Le projet BEWAG possède un caractère innovant de par la mise en service d’une éolienne commerciale d’une capacité de 7,5 MW (Enercon – E126), constituant un fait sans précédent.
L’installation sera réalisée à Potzneusiedl, dans l’est du Burgenland. Le même type d’équipement, mais dont la capacité n’était jusqu’ici que de 6 MW, est déjà exploité avec succès depuis un certain temps. Les ressources mises à disposition serviront en outre à financer deux grands parcs éoliens à Andau/Albrechtsfeld (41 éoliennes, pour une capacité installée de 123 MW) et à Mönchhof/Halbturn (17 éoliennes, pour une capacité installée de 51 MW). Six éoliennes (13,8 MW) seront par ailleurs installées à Kittsee, et une (2,3 MW) à Deutschkreutz.
« Le Burgenland est un exemple à suivre, tant pour ce qui est du volume d’électricité produit à partir de sources d’énergie renouvelables que pour le haut niveau des technologies mises en œuvre dans ce cadre, et BEWAG y est pour beaucoup. Le groupe est donc un partenaire idéal pour la BEI qui, grâce à ses financements, apporte un soutien ciblé au développement de ce secteur en Europe » a déclaré à l’occasion de la signature du contrat Wilhelm Molterer, vice-président de la Banque européenne d’investissement.
Le deuxième projet éolien est en cours
D’ici 2015, la société Austrian Wind Power mettra en place environ 90 installations éoliennes d’une capacité de 270 MW au maximum, notamment sur le plateau de Parndorf. Une fois tous les projets achevés, les parcs éoliens d’Austrian Wind Power seront dotés d’une capacité installée de 520 MW (à la capacité actuelle de 242 MW devrait venir s’ajouter une capacité de 270 MW).
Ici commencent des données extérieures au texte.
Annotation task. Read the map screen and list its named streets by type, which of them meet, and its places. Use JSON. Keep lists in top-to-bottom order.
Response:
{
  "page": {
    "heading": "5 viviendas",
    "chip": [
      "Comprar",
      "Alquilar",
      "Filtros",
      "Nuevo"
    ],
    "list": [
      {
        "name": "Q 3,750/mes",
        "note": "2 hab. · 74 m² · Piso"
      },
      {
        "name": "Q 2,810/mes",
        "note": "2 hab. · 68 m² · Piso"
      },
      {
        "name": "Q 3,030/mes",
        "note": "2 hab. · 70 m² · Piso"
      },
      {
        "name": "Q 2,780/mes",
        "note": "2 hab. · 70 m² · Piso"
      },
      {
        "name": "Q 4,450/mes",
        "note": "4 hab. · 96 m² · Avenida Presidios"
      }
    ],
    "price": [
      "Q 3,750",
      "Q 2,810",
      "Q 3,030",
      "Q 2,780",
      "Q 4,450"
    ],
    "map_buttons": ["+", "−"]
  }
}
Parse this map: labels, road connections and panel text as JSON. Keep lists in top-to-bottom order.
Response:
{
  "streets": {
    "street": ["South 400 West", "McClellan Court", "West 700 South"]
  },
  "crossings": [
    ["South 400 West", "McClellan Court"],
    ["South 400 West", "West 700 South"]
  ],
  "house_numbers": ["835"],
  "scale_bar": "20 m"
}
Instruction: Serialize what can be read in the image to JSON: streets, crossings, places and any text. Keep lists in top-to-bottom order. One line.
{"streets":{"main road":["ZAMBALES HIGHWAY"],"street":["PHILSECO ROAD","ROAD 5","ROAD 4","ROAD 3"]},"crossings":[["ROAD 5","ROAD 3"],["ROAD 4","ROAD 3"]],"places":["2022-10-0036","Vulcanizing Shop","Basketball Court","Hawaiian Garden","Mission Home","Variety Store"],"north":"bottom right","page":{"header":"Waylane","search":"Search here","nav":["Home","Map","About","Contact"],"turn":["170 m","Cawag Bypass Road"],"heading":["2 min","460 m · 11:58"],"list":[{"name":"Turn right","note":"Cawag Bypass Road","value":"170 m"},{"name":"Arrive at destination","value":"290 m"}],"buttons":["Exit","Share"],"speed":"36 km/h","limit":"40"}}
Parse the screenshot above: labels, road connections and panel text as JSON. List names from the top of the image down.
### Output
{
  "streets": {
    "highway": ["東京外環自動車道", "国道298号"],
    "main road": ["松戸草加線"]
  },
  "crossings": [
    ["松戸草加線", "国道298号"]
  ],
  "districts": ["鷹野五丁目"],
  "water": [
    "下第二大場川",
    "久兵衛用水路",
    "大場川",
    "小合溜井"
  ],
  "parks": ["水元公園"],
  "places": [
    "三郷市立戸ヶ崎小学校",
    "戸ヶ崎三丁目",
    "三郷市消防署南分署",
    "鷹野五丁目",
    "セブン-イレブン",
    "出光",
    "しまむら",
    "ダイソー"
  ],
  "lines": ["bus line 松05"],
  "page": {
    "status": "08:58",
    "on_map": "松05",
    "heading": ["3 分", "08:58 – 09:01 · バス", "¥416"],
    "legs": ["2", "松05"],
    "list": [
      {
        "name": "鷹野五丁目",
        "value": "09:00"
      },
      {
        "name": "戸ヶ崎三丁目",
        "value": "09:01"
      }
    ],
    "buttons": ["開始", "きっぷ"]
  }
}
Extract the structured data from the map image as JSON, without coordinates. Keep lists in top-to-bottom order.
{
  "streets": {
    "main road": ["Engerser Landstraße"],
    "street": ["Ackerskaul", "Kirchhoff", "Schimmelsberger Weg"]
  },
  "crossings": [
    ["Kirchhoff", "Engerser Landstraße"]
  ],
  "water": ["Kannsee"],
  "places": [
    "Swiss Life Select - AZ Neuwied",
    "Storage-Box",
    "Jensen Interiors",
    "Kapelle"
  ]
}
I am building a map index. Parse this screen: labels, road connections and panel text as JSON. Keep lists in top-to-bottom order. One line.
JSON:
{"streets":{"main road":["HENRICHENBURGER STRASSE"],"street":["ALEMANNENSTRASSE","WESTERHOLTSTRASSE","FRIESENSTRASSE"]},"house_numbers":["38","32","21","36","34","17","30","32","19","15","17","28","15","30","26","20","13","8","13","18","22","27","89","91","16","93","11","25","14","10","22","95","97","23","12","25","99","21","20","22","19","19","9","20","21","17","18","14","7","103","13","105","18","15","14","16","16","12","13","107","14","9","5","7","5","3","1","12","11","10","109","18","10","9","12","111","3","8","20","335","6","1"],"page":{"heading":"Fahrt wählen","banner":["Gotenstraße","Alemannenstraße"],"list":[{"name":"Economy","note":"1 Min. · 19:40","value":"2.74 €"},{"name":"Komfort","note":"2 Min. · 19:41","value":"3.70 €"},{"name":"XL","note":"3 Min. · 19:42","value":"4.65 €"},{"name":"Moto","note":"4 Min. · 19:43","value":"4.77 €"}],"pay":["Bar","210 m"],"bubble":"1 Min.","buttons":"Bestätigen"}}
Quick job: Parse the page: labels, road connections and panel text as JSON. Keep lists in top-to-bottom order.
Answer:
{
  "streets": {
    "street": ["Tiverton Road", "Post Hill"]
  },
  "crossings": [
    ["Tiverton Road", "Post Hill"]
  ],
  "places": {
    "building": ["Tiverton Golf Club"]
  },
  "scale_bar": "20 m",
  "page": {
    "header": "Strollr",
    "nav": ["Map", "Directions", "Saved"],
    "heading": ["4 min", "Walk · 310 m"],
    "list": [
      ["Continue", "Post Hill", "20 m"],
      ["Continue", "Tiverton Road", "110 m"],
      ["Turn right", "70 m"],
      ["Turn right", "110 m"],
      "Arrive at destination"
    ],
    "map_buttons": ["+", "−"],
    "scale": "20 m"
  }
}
Le coup d’envoi des travaux donné en mai dernier pour les deux installations éoliennes les plus puissantes du monde a marqué le lancement du deuxième projet éolien du groupe BEWAG. « Avec ces installations, nous vivons dès aujourd’hui la technologie éolienne de demain. En tant que premier producteur d’électricité éolienne d’Autriche, nous montrons que nous sommes aussi des pionniers de la technologie et que nous misons sur les techniques les plus modernes. Ces installations en sont le symbole. Elles dégagent une efficacité énergétique maximale pour un minimum de surface occupée » a indiqué Michael Gerbavsits, porte-parole du directoire de BEWAG.
Les deux super-éoliennes sont montées et en état de fonctionnement. La première installation sera mise en service en décembre, et la deuxième en janvier.
« Ce projet est la preuve que l’énergie éolienne est actuellement la solution de substitution la plus rationnelle. Les installations éoliennes peuvent être montées très rapidement et ont un haut niveau d’efficacité. Avec ces deux installations, l’approvisionnement en électricité de la capitale du Burgenland, Eisenstadt, pourrait être assuré » a déclaré Reinhard Schweifer, à la tête du directoire de BEWAG.
L’objectif poursuivi dans le cadre de la stratégie « 2013 » consiste à ce que la quantité d’électricité produite à partir d’énergies renouvelables permette de couvrir la consommation d’électricité de l’État fédéré. Le Burgenland aura ainsi le titre de champion d’Europe dans le domaine des énergies renouvelables.
** Depuis la fin de 2006, la Banque européenne d’investissement a nettement renforcé son engagement dans le secteur des énergies renouvelables ; en effet, entre 2006 et 2010, le montant des prêts à l’appui de projets dans ce secteur est passé de 400 millions d’euros à 5,6 milliards d’euros.